LinkedIn and Twitter are great tools for reaching the business-to-business market, and include useful features to help you connect with your intended audience.  Additionally, Facebook and YouTube are increasingly being used in the business-to-business world. It is important to post, interact, and contribute often—but not so much that you annoy your audience.

Your social media strategy should fold into your overall marketing strategy with content playing a major role throughout.  Your larger content efforts can include articles, blogging, white papers, webcasts, and more—woven into social channels but also distributed at events, meetings, etc. And the good news is that you don’t have to be a journalist to be a good content marketer. Relevant, valuable information—when packaged and distributed thoughtfully—speaks for itself.

Email isn’t dead

In some ways, email can almost feel antiquated in the current environment, but its usefulness should not be underestimated as part of your content marketing efforts.  Email communication remains a powerful direct line to customers and prospects, and offers an avenue for customized content.  Getting your most relevant articles, white papers, webcast invites, etc. directly into someone’s inbox is a proverbial “foot in the door” that can lead to conversion.  In fact, email-marketing conversion rates remain high—and, because of its direct nature, email is more likely to prompt customer follow-though than social media.
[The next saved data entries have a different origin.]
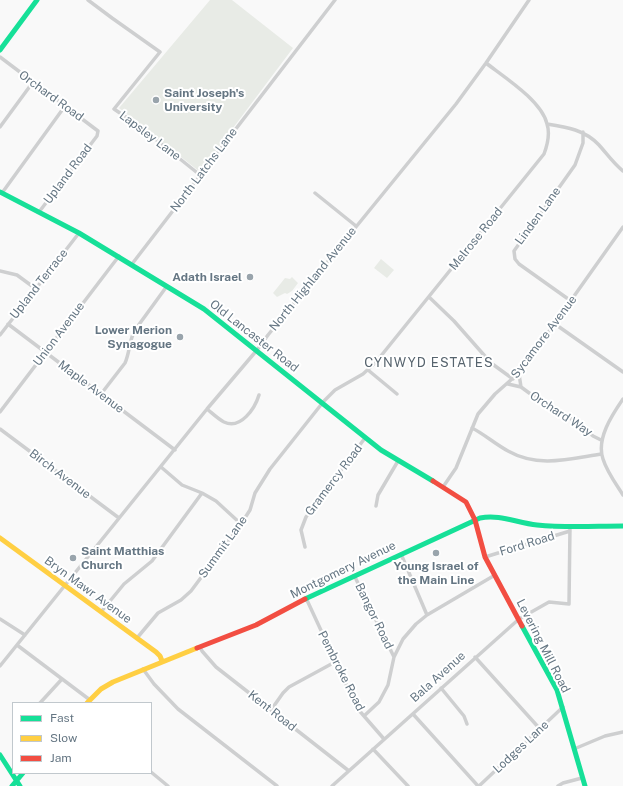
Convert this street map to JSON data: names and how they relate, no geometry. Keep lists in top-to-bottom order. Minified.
{"streets":{"main road":["Old Lancaster Road","Montgomery Avenue","Bryn Mawr Avenue","Levering Mill Road"],"street":["Orchard Road","Lapsley Lane","North Latchs Lane","Upland Road","Linden Lane","Melrose Road","North Highland Avenue","Upland Terrace","Union Avenue","Sycamore Avenue","Maple Avenue","Orchard Way","Birch Avenue","Gramercy Road","Ford Road","Summit Lane","Bangor Road","Pembroke Road","Bala Avenue","Kent Road","Lodges Lane"]},"crossings":[["Orchard Road","Upland Road"],["Lapsley Lane","North Latchs Lane"],["North Latchs Lane","Old Lancaster Road"],["Upland Road","Old Lancaster Road"],["Linden Lane","Sycamore Avenue"],["Melrose Road","Old Lancaster Road"],["Melrose Road","Summit Lane"],["North Highland Avenue","Old Lancaster Road"],["North Highland Avenue","Maple Avenue"],["North Highland Avenue","Birch Avenue"],["North Highland Avenue","Bryn Mawr Avenue"],["Upland Terrace","Old Lancaster Road"],["Upland Terrace","Maple Avenue"],["Union Avenue","Old Lancaster Road"],["Union Avenue","Maple Avenue"],["Old Lancaster Road","Sycamore Avenue"],["Old Lancaster Road","Gramercy Road"],["Old Lancaster Road","Summit Lane"],["Old Lancaster Road","Montgomery Avenue"],["Old Lancaster Road","Levering Mill Road"],["Sycamore Avenue","Orchard Way"],["Ford Road","Montgomery Avenue"],["Ford Road","Levering Mill Road"],["Ford Road","Bala Avenue"],["Summit Lane","Bryn Mawr Avenue"],["Montgomery Avenue","Bryn Mawr Avenue"],["Montgomery Avenue","Bangor Road"],["Montgomery Avenue","Levering Mill Road"],["Montgomery Avenue","Pembroke Road"],["Montgomery Avenue","Bala Avenue"],["Montgomery Avenue","Kent Road"],["Levering Mill Road","Bala Avenue"],["Levering Mill Road","Lodges Lane"],["Pembroke Road","Bala Avenue"],["Bala Avenue","Kent Road"]],"districts":["CYNWYD ESTATES"],"places":["Saint Joseph's University","Adath Israel","Lower Merion Synagogue","Young Israel of the Main Line","Saint Matthias Church"],"legend":["Fast","Slow","Jam"]}
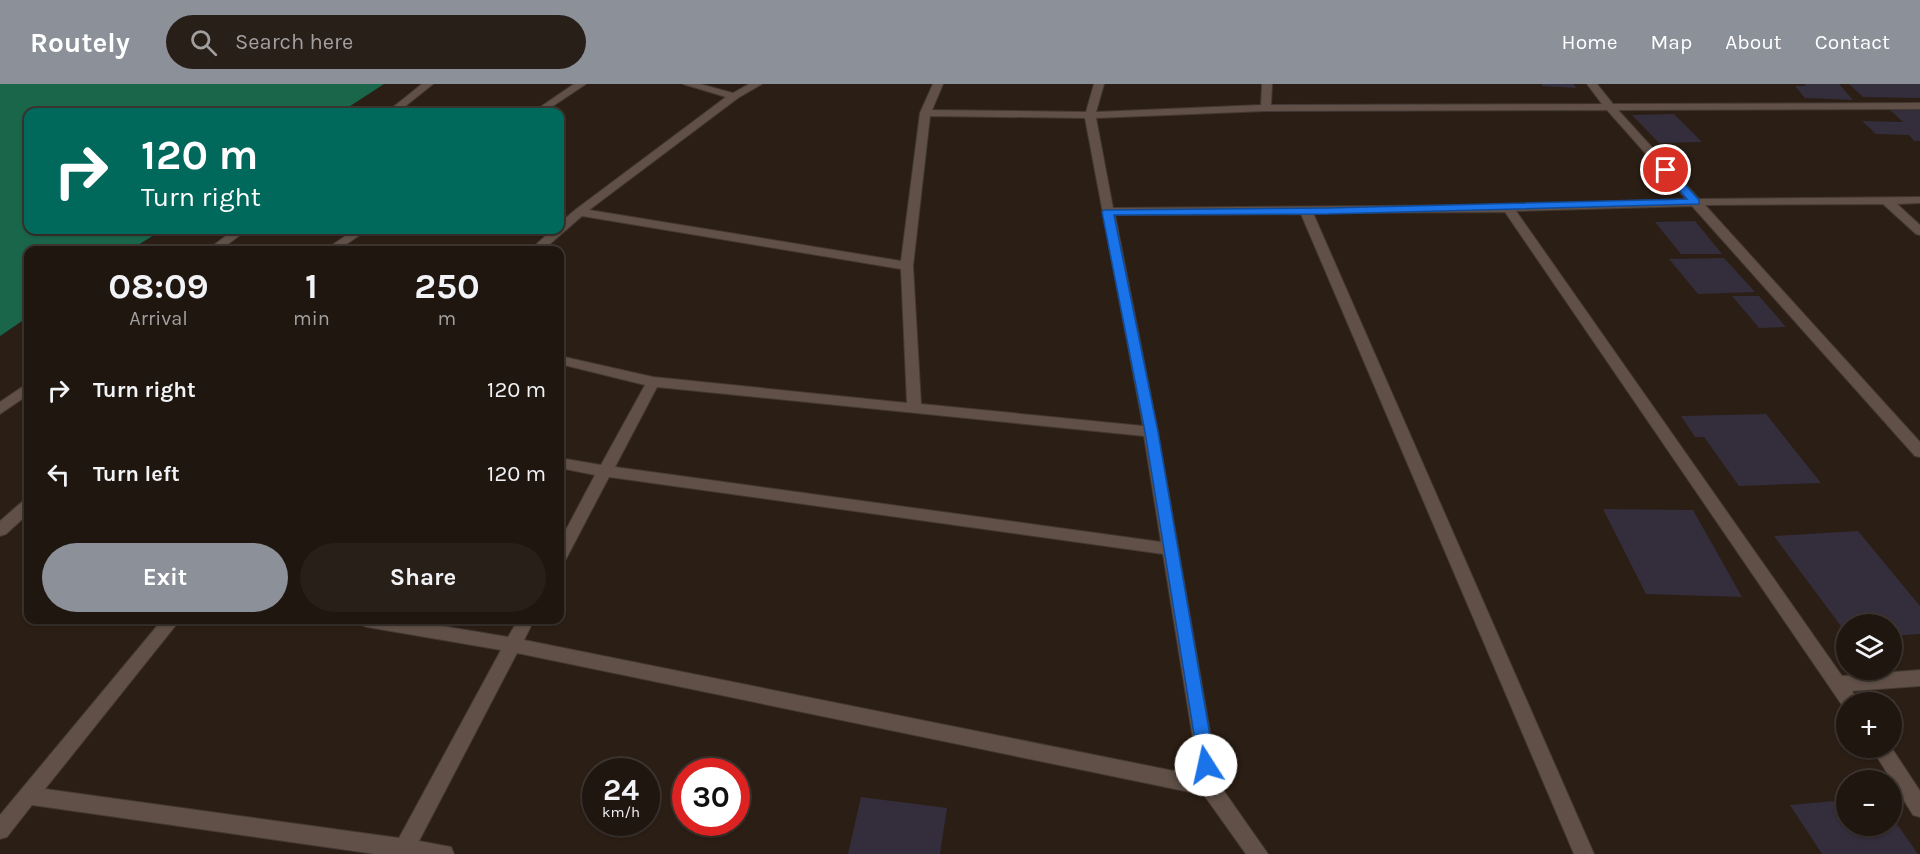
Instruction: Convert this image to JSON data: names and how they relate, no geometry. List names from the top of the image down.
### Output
{
  "page": {
    "header": "Routely",
    "search": "Search here",
    "nav": [
      "Home",
      "Map",
      "About",
      "Contact"
    ],
    "turn": ["120 m", "Turn right"],
    "eta": [
      "08:09",
      "Arrival",
      "1",
      "min",
      "250",
      "m"
    ],
    "list": [
      {
        "name": "Turn right",
        "value": "120 m"
      },
      {
        "name": "Turn left",
        "value": "120 m"
      }
    ],
    "buttons": ["Exit", "Share"],
    "map_buttons": ["+", "−"],
    "speed": "24 km/h",
    "limit": "30"
  }
}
Video brings your content to life

When you are putting together a content-marketing plan, video and webcasting are worth consideration. The cost to record and distribute content is minimal—and the end product is easily shareable.

For complicated or in-depth topics, video may lend itself as an effective means of breaking down and deploying information.  It works equally well for simple content that you want to bring to life—and you can play around with formats including interviews, panel discussions, and slide presentations.

Where to Begin? 

A good place to start, before you dive into elaborate new campaigns, is with a content-marketing goal.  Are you trying to engage a particular portion of your audience?  Connect with new leads?  Generate buzz for a new product or service?  Then, once you know what you’re trying to do and whom you’re trying to reach, you can take an inventory of your existing assets—to see if you have what you need or whether you need to shift resources or hire an outside firm.

Always make sure your content is easily shareable and links back to your company’s website. And whatever format, method, and channels you decide to use, be sure to track how your content is performing.  You might find there is a particular topic your audience wants more of—or, if an article or video isn’t getting traction, you may need to change gears.  The bottom line: content marketing is here to stay—so I encourage you to jump in and make the most of it!